> _Your assignment_
Only an exact copy of every record counts as an answer.

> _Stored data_
# # # #
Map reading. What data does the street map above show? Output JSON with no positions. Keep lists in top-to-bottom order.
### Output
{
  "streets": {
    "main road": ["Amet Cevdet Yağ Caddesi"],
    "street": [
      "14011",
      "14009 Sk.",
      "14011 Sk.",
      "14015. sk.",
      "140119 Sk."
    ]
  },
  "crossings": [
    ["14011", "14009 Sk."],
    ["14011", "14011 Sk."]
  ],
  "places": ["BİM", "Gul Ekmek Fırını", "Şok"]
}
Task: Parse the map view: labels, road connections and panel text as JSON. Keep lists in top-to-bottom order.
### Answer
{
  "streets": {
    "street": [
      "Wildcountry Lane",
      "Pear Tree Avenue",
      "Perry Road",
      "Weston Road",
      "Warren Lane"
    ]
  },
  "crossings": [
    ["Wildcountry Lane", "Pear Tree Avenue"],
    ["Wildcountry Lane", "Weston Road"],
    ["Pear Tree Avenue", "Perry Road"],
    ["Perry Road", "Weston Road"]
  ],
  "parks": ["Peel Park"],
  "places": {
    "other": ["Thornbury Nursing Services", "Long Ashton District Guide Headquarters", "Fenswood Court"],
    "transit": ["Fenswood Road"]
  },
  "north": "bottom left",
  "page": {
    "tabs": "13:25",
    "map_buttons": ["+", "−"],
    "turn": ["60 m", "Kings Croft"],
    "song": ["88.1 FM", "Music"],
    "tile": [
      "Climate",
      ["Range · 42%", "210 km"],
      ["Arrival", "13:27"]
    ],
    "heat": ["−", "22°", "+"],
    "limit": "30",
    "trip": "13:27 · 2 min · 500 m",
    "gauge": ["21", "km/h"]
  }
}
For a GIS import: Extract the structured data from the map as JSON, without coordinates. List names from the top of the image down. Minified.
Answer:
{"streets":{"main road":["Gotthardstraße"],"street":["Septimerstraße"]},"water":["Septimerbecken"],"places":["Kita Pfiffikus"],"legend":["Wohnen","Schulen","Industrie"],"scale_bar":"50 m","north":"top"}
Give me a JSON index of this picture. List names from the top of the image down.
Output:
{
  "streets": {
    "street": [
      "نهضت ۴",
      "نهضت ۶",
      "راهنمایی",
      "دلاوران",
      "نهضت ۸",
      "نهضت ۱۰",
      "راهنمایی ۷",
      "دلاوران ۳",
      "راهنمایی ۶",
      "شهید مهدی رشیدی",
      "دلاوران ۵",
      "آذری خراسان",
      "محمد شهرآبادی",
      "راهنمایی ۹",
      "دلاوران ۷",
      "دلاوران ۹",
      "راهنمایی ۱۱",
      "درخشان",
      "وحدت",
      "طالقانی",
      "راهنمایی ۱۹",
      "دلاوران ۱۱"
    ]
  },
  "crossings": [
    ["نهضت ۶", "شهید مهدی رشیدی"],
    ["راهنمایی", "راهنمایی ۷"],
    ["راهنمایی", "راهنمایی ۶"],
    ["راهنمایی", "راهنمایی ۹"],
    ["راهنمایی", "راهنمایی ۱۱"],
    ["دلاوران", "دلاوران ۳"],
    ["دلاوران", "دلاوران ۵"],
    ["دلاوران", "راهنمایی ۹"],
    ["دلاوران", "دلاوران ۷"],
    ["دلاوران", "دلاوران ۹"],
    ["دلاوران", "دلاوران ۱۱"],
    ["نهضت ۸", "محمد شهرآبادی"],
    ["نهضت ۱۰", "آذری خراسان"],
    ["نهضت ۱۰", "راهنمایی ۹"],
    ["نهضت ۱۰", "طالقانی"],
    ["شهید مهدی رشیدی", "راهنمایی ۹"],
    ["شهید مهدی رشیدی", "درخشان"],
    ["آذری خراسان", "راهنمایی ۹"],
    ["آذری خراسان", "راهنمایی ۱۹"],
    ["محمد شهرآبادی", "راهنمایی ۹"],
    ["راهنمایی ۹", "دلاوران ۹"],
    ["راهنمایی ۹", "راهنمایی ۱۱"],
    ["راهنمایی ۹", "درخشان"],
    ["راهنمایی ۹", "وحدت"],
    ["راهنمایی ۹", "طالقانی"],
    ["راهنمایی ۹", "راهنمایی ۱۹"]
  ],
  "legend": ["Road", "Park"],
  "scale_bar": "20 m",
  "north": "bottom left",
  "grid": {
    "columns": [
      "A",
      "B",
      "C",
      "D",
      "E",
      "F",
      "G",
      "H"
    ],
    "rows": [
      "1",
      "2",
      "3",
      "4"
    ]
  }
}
# # # #
> _Result for this task_
Map reading. What data does the street map above show? Output JSON with no positions. Keep lists in top-to-bottom order.
### Output
{
  "streets": {
    "main road": ["Amet Cevdet Yağ Caddesi"],
    "street": [
      "14011",
      "14009 Sk.",
      "14011 Sk.",
      "14015. sk.",
      "140119 Sk."
    ]
  },
  "crossings": [
    ["14011", "14009 Sk."],
    ["14011", "14011 Sk."]
  ],
  "places": ["BİM", "Gul Ekmek Fırını", "Şok"]
}
Task: Parse the map view: labels, road connections and panel text as JSON. Keep lists in top-to-bottom order.
### Answer
{
  "streets": {
    "street": [
      "Wildcountry Lane",
      "Pear Tree Avenue",
      "Perry Road",
      "Weston Road",
      "Warren Lane"
    ]
  },
  "crossings": [
    ["Wildcountry Lane", "Pear Tree Avenue"],
    ["Wildcountry Lane", "Weston Road"],
    ["Pear Tree Avenue", "Perry Road"],
    ["Perry Road", "Weston Road"]
  ],
  "parks": ["Peel Park"],
  "places": {
    "other": ["Thornbury Nursing Services", "Long Ashton District Guide Headquarters", "Fenswood Court"],
    "transit": ["Fenswood Road"]
  },
  "north": "bottom left",
  "page": {
    "tabs": "13:25",
    "map_buttons": ["+", "−"],
    "turn": ["60 m", "Kings Croft"],
    "song": ["88.1 FM", "Music"],
    "tile": [
      "Climate",
      ["Range · 42%", "210 km"],
      ["Arrival", "13:27"]
    ],
    "heat": ["−", "22°", "+"],
    "limit": "30",
    "trip": "13:27 · 2 min · 500 m",
    "gauge": ["21", "km/h"]
  }
}
For a GIS import: Extract the structured data from the map as JSON, without coordinates. List names from the top of the image down. Minified.
Answer:
{"streets":{"main road":["Gotthardstraße"],"street":["Septimerstraße"]},"water":["Septimerbecken"],"places":["Kita Pfiffikus"],"legend":["Wohnen","Schulen","Industrie"],"scale_bar":"50 m","north":"top"}
Give me a JSON index of this picture. List names from the top of the image down.
Output:
{
  "streets": {
    "street": [
      "نهضت ۴",
      "نهضت ۶",
      "راهنمایی",
      "دلاوران",
      "نهضت ۸",
      "نهضت ۱۰",
      "راهنمایی ۷",
      "دلاوران ۳",
      "راهنمایی ۶",
      "شهید مهدی رشیدی",
      "دلاوران ۵",
      "آذری خراسان",
      "محمد شهرآبادی",
      "راهنمایی ۹",
      "دلاوران ۷",
      "دلاوران ۹",
      "راهنمایی ۱۱",
      "درخشان",
      "وحدت",
      "طالقانی",
      "راهنمایی ۱۹",
      "دلاوران ۱۱"
    ]
  },
  "crossings": [
    ["نهضت ۶", "شهید مهدی رشیدی"],
    ["راهنمایی", "راهنمایی ۷"],
    ["راهنمایی", "راهنمایی ۶"],
    ["راهنمایی", "راهنمایی ۹"],
    ["راهنمایی", "راهنمایی ۱۱"],
    ["دلاوران", "دلاوران ۳"],
    ["دلاوران", "دلاوران ۵"],
    ["دلاوران", "راهنمایی ۹"],
    ["دلاوران", "دلاوران ۷"],
    ["دلاوران", "دلاوران ۹"],
    ["دلاوران", "دلاوران ۱۱"],
    ["نهضت ۸", "محمد شهرآبادی"],
    ["نهضت ۱۰", "آذری خراسان"],
    ["نهضت ۱۰", "راهنمایی ۹"],
    ["نهضت ۱۰", "طالقانی"],
    ["شهید مهدی رشیدی", "راهنمایی ۹"],
    ["شهید مهدی رشیدی", "درخشان"],
    ["آذری خراسان", "راهنمایی ۹"],
    ["آذری خراسان", "راهنمایی ۱۹"],
    ["محمد شهرآبادی", "راهنمایی ۹"],
    ["راهنمایی ۹", "دلاوران ۹"],
    ["راهنمایی ۹", "راهنمایی ۱۱"],
    ["راهنمایی ۹", "درخشان"],
    ["راهنمایی ۹", "وحدت"],
    ["راهنمایی ۹", "طالقانی"],
    ["راهنمایی ۹", "راهنمایی ۱۹"]
  ],
  "legend": ["Road", "Park"],
  "scale_bar": "20 m",
  "north": "bottom left",
  "grid": {
    "columns": [
      "A",
      "B",
      "C",
      "D",
      "E",
      "F",
      "G",
      "H"
    ],
    "rows": [
      "1",
      "2",
      "3",
      "4"
    ]
  }
}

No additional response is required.